* **What the task asks**
Please tally the lines of the records that contain "overflow" and send back only the total.
------------------------------------
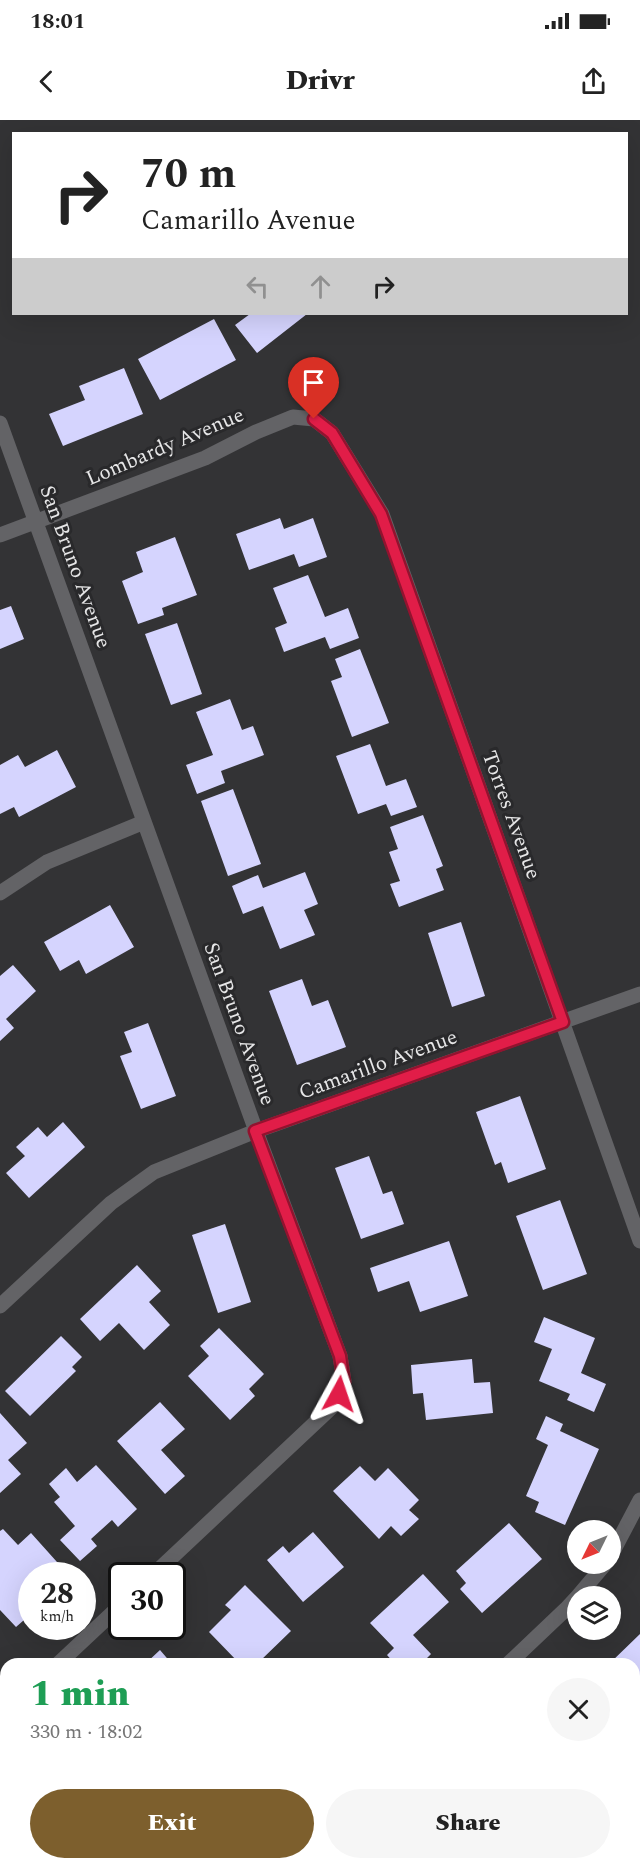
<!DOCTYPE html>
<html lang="en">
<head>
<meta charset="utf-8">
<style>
  :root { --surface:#fff; --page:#f6f6f6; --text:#222; --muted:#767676; --accent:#7d5f2d }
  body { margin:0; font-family:Spectral,serif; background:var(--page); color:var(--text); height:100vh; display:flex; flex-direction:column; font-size:22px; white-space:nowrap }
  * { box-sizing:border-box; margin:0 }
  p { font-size:20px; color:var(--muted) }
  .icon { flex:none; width:33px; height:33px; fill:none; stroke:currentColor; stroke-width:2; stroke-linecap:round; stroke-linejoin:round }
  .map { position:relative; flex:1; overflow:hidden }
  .details { position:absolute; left:0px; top:1538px; width:640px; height:212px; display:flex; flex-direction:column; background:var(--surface); border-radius:18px 18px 0 0; box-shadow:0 6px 24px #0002 }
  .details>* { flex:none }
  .hud { position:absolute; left:12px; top:12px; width:616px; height:183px; border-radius:0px; box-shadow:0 6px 24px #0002; background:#fff; color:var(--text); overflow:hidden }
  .needle { width:39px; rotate:227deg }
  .tools { position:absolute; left:567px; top:1400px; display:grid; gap:12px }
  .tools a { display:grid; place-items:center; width:54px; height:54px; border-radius:50%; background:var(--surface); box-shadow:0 6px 24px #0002; font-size:30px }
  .speed { position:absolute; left:18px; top:1442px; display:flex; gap:12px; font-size:30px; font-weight:700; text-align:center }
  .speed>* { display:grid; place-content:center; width:78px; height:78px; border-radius:50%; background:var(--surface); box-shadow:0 6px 24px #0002; line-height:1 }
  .speed small { font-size:15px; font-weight:400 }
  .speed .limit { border:3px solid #111; border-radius:9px; background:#fff; color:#111 }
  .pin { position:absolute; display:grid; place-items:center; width:51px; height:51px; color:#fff; margin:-62px -26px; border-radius:50% 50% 50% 0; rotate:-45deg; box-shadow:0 0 6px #0007 }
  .pin .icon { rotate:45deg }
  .me { position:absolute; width:66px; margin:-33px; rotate:5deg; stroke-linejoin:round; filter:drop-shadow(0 0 4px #0008) }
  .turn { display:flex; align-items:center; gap:21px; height:126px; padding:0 30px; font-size:27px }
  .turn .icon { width:78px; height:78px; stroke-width:2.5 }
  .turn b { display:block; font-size:42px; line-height:51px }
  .lanes { display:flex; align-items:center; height:57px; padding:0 30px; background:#0003; justify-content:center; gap:30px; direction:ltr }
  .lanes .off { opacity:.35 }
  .round { display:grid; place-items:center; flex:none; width:63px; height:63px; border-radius:32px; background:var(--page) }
  .summary { display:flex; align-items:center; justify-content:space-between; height:102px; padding:0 30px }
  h1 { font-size:36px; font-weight:800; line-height:45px; color:#1e9e55 }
  .action { display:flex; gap:12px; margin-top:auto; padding:12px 30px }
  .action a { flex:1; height:69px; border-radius:36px; background:var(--accent); color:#fff; font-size:24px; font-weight:800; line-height:69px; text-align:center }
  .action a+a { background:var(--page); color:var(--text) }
  .status { display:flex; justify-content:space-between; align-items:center; height:42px; padding:0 30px; background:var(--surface); direction:ltr }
  .status svg { height:16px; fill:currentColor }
  header { display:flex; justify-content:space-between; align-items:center; height:78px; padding:0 30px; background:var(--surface); font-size:27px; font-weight:800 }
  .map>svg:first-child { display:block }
  .building { fill:#d5d4fe }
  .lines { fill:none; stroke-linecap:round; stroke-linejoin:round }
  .minor { stroke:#636366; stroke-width:15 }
  .route-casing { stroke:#92132f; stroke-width:15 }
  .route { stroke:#e11d48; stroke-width:10 }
  .labels { text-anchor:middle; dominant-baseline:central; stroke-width:6; stroke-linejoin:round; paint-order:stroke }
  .street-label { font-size:21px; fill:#e6e6e7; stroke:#29292b }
</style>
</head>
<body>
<div class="status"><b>18:01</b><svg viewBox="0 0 49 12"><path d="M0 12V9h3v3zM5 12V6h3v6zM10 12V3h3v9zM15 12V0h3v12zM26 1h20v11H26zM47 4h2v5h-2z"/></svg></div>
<header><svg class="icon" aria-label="back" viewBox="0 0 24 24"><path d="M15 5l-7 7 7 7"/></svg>Drivr<svg class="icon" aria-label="share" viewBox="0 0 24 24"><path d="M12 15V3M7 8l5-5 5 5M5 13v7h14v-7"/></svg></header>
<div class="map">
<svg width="640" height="1748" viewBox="0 0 640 1748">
  <rect width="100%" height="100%" fill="#333335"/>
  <path class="building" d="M250,194H307L257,233L235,205Z
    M214,199L236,240L160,280L138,239Z
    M124,248L143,294L63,326L49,294L85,280L79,266Z
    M280,398L284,409L313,398L327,437L299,447L294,434L249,450L236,414Z
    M175,417L197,475L162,488L164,495L138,504L122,461L143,452L136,432Z
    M308,455L325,497L348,488L359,518L330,529L325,517L284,532L275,508L287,503L273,468Z
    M11,486L24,519L0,529V490Z
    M177,503L202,574L171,585L145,514Z
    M360,529L389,603L352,617L331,561L342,557L335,539Z
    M230,579L242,610L253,606L264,635L221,651L225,663L197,674L186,645L213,635L196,592Z
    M370,624L386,666L406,659L417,687L391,696L386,684L358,694L336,636Z
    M57,630L76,667L19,697L14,687L0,694V645L18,635L25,647Z
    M233,669L261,744L228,756L201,681Z
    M423,695L443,746L436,749L444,770L399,787L390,764L400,761L389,732L398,729L390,707Z
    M305,752L318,784L304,790L315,815L280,829L263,786L243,794L232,766L258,755L263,768Z
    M110,785L134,827L86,854L79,840L60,851L44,822Z
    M461,802L485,876L452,887L428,813Z
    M13,845L36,871L6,899L14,908L0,921V856Z
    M302,859L312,886L328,880L346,927L297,945L269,871Z
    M148,903L176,976L141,989L120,936L132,932L124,912Z
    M520,976L546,1049L508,1063L501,1042L495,1045L476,992Z
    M63,1002L85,1027L29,1078L6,1053L25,1036L16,1027L38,1007L47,1017Z
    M369,1036L383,1074L392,1071L404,1104L361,1119L335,1048Z
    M560,1080L587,1154L543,1170L516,1096Z
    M225,1104L251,1182L218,1193L192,1115Z
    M449,1121L468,1176L420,1192L409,1161L378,1172L370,1148Z
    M137,1145L161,1171L149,1182L170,1205L144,1230L119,1203L100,1221L80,1199Z
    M544,1197L595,1218L581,1253L606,1264L594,1292L567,1280L570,1274L539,1261L552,1229L534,1222Z
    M219,1208L264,1254L249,1269L255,1276L230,1300L188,1256L209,1236L200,1226Z
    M61,1216L82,1237L72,1247L76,1251L30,1296L5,1271Z
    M472,1239L474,1263L490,1262L493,1293L426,1300L423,1273L413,1274L411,1245Z
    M160,1282L185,1309L161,1330L185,1356L165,1374L117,1321Z
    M0,1293L27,1323L8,1340L21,1354L0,1373Z
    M546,1296L563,1304L560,1311L599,1329L565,1405L535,1392L539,1382L526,1376L548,1325L536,1319Z
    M96,1345L137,1389L118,1407L112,1400L91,1419L97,1426L80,1441L60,1420L75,1406L54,1382L60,1377L49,1364L66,1348L77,1362Z
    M360,1346L375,1361L388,1348L419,1380L409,1390L419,1399L401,1416L391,1406L379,1419L333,1371Z
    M509,1403L542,1439L482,1493L460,1469L466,1463L456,1451Z
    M3,1409L18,1425L31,1413L57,1442L43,1455H32V1466L25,1472L32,1479V1493L16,1507L0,1490V1411Z
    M313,1412L344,1447L303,1482L267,1440L283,1426L289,1433Z
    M423,1454L449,1482L413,1515L431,1534L421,1544H395L387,1535L394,1528L370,1503Z
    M245,1465L291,1511L260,1541L256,1538L251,1544H240L209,1512L231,1490L225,1485Z
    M640,1514V1581L634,1587V1544H609Z
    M160,1530L172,1544H145Z
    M6,1691V1743H24L19,1748H0V1697Z
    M148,1743H173L168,1748H153Z
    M386,1743H423L428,1748H381Z"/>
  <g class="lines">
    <path class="minor" d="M0,303L256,1011L340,1236L344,1261L333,1286L153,1455
      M0,415L205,338L256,312L293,297L314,299L332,313L382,394L640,1121
      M0,773L47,742L144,702
      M0,1186L111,1083L154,1052L256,1011L640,874
      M610,1437L640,1380
      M578,1476L606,1443
      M58,1544L122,1484
      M508,1544L566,1489L578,1476
      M0,1598L6,1592
      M288,1748L293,1743"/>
  </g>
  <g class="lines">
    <g class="route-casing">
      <path id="route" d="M314,299L332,313L381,394L563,902L255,1011L340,1236L344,1262L339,1274"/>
    </g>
    <use href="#route" class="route"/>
  </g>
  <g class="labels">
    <g class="street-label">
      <text transform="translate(165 327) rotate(-23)">Lombardy Avenue</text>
      <text transform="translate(75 447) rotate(70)">San Bruno Avenue</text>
      <text transform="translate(511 695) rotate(70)">Torres Avenue</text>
      <text transform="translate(239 904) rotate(70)">San Bruno Avenue</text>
      <text transform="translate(378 945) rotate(-20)">Camarillo Avenue</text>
    </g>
  </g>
</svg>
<div class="tools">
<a><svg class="needle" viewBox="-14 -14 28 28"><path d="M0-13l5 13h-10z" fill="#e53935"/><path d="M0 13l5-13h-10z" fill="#767676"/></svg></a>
<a><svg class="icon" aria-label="layers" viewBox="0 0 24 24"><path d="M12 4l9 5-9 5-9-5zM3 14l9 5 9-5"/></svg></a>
</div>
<div class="speed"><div>28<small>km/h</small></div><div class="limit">30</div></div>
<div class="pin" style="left:314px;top:299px;background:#d93025"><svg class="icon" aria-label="arrive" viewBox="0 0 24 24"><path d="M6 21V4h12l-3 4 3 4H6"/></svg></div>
<svg class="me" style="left:339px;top:1274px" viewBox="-20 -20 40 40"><path d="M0-17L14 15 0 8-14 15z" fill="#e11d48" stroke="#fff" stroke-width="4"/></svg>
<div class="hud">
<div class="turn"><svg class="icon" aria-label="right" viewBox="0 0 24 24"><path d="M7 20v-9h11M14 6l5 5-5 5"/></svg><div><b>70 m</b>Camarillo Avenue</div></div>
<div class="lanes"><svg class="icon off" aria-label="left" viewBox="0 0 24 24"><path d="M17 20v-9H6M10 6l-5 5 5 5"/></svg><svg class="icon off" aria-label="ahead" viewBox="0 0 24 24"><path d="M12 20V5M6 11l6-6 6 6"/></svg><svg class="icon" aria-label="right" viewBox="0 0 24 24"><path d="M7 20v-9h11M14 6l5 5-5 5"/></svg></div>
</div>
<section class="details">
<div class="summary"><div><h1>1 min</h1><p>330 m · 18:02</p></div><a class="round"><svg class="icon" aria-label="close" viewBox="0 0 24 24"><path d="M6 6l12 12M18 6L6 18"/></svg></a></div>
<div class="action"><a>Exit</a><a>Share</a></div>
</section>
</div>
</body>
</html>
------------------------------------
* **Written answer**
2